Atomstroyexport company said in a statement that a self-sustained fission reaction began Sunday.
It said the reactor was brought to "the minimum controlled power level" and that tests of control and protection systems would now be conducted.
Iran last year said that the often-delayed operation of the plant was to begin last December. But in February, Russia ordered that fuel be removed because of concerns that metal particles might be contaminating fuel assemblies; reloading began in April.
The United States and some of its allies believe the Bushehr plant is part of an Iranian attempt to develop nuclear weapons. Iran denies the accusation.
The Bushehr project dates back to 1974, when Iran's U.S.-backed Shah Mohammed Reza Pahlavi contracted with the German company Siemens to build the reactor. The company withdrew from the project after the 1979 Islamic Revolution toppled the shah and brought hard-line clerics to power.

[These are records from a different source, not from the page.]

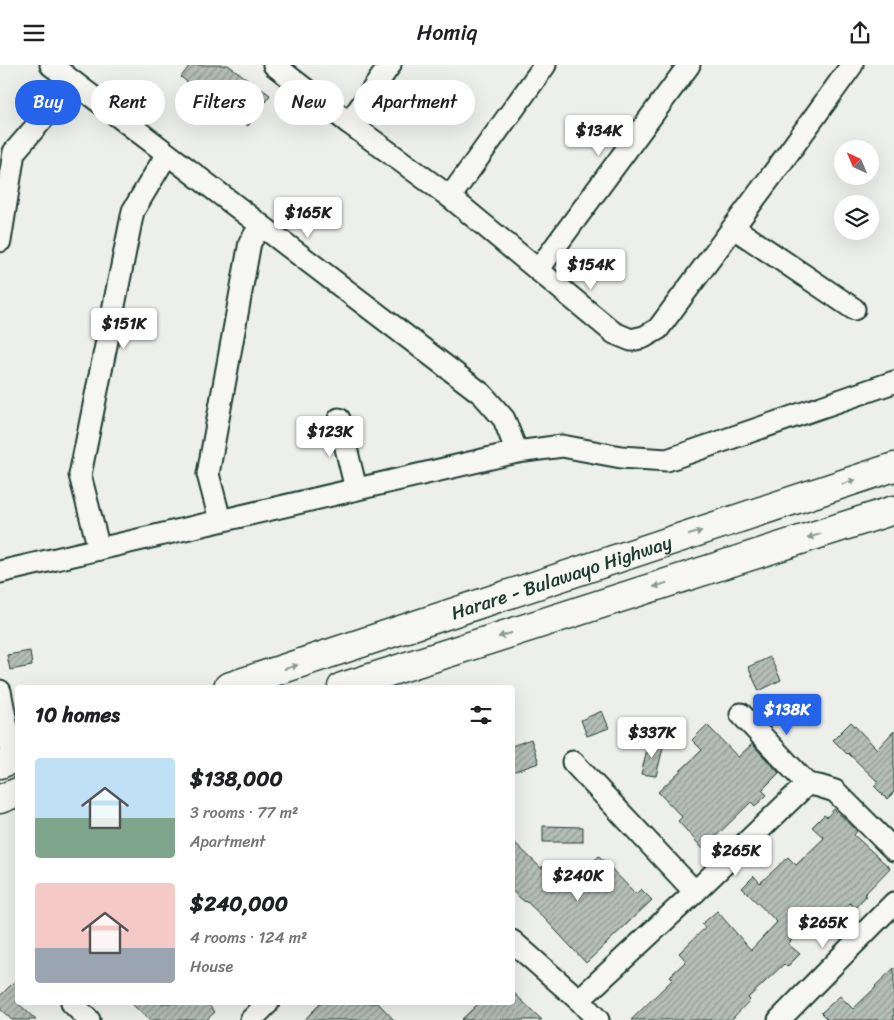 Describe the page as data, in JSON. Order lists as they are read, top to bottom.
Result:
{
  "streets": {
    "highway": ["Harare - Bulawayo Highway"]
  },
  "north": "top left",
  "page": {
    "header": "Homiq",
    "chip": [
      "Buy",
      "Rent",
      "Filters",
      "New",
      "Apartment"
    ],
    "price": [
      "$134K",
      "$165K",
      "$154K",
      "$151K",
      "$123K",
      "$138K",
      "$337K",
      "$265K",
      "$240K",
      "$265K"
    ],
    "heading": "10 homes",
    "list": [
      {
        "name": "$138,000",
        "note": "3 rooms · 77 m² · Apartment"
      },
      {
        "name": "$240,000",
        "note": "4 rooms · 124 m² · House"
      }
    ]
  }
}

In 1992, Iran signed a $1 billion deal with Russia to complete the project and work began in 1995.
Under the contract, Bushehr was originally scheduled to come on stream in July 1999.
In April, an Iranian lawmaker said the parliament has launched an investigation into repeated delays in the startup of Bushehr. The delays have prompted Iranian officials to describe Russia as an "unreliable partner" and Iran's state media have often said politics, not technical issues, are the reason behind them.
In the most recent delay, Russia said damaged elements were found in a cooling pump at the plant, raising the possibility that metal particles could get on the fuel assemblies, and ordered the fuel assemblies be removed for washing.
Foreign intelligence reports also have said the control systems at Bushehr were penetrated by Stuxnet, a malicious software designed to infiltrate computer systems. Iran has maintained that Stuxnet was only found on several laptops belonging to plant employees and didn't affect the facility's control systems.
On Saturday, Gholam Reza Jalali, head of a military unit in charge of combatting sabotage, said last month that Iranian experts have determined that the United States and Israel were behind Stuxnet.